The estimated yield of the plants could have produced between 15 and 45 kilograms of cannabis, valued at £170,000 to £500,000 on the street.
Inside the building, officers also discovered a makeshift living area with a bed and shower, indicating that the suspect, twenty-seven-year-old Albanian Amarildo Daja, had been residing there.
Daja admitted to officers that he had been smuggled into the UK by a criminal gang to pay off a debt.
Initially he worked in London but agreed to tend the cannabis farm in Pembrokeshire three months prior to his arrest.
At a court hearing this month, Judge Geraint Walters noted that the case highlighted the need to target criminal organisations and ‘ringleaders’ behind such operations.
Daja was sentenced to 12 months in prison, with the possibility of deportation upon release, subject to a Home Office decision.

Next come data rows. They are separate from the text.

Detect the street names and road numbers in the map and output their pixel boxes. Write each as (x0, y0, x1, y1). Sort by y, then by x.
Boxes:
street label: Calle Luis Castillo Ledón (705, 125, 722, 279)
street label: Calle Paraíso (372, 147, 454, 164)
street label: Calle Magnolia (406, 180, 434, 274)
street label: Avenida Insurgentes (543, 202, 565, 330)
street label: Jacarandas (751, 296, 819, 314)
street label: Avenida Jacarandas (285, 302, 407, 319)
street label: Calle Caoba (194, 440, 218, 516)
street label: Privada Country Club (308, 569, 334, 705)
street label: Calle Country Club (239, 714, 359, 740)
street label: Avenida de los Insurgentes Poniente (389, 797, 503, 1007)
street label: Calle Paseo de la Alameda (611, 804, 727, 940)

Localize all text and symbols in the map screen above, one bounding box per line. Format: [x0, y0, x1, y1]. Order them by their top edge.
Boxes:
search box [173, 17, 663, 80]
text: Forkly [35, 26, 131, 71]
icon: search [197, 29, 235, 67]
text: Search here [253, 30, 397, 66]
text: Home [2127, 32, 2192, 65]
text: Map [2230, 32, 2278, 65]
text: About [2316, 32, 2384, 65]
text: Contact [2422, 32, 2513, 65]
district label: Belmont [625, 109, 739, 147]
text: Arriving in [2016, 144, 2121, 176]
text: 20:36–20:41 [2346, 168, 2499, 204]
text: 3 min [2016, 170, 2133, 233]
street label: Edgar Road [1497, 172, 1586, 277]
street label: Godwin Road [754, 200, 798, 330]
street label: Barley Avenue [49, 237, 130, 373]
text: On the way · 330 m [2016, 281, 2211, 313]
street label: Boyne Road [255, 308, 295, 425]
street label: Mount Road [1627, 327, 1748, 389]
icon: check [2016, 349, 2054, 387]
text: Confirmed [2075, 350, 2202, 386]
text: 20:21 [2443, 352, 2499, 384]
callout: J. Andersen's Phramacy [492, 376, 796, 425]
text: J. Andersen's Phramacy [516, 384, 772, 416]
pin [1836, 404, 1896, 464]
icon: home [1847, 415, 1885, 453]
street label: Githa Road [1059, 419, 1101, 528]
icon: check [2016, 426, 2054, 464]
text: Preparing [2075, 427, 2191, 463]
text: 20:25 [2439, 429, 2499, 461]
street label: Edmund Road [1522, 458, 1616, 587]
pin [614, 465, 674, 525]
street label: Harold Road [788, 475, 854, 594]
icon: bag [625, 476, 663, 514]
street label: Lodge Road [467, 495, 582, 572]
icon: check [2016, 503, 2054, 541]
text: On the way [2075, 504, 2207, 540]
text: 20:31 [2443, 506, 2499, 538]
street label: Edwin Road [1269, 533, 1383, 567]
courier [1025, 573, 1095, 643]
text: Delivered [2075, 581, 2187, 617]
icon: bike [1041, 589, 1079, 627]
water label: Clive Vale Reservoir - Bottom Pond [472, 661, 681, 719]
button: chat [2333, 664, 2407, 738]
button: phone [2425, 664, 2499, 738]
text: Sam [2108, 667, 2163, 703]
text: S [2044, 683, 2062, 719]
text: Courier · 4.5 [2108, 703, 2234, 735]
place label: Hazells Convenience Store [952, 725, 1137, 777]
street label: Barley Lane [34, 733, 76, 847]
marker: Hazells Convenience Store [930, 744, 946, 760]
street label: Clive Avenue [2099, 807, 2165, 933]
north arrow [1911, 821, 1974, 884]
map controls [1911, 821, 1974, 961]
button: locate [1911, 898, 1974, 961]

At a property in Carmarthen town, 930 cannabis plants, with a potential street value of over £870,000 were seized by police, after local officers executed a warrant at a property on King Street, on October 23.
During the warrant, a large hydroponic set up was located; and a thirty-year-old man has been charged with production of controlled drug, class B cannabis, who subsequently appeared at Llanelli Magistrates Court to plead guilty.
On the evening of Wednesday, November 6, Dyfed-Powys Police raided the former Co-operative store on Sycamore Street in Newcastle Emlyn, where officers discovered approximately 435 cannabis plants and growing equipment.
Police and Crime Commissioner Dafydd Llywelyn said that large vacant premises in town centres were proving to present a "very lucrative opportunity” for a cannabis cultivation to be produced in that location, “sort of hidden in plain sight”.
On the Newcastle Emlyn raid, he remarked: “The fact it was very close to the police station just highlights how these organised crime groups are quite brazen.”
Detective Sergeant Richard Saunders said: “We are committed to making our force area hostile to organised groups who produce and deal illegal drugs, and our work here in Carmarthen has seen a significant amount of cannabis taken out of the supply chain.
“Dyfed Powys Police will continue to target those who supply drugs in our community and the related incidents that it brings.”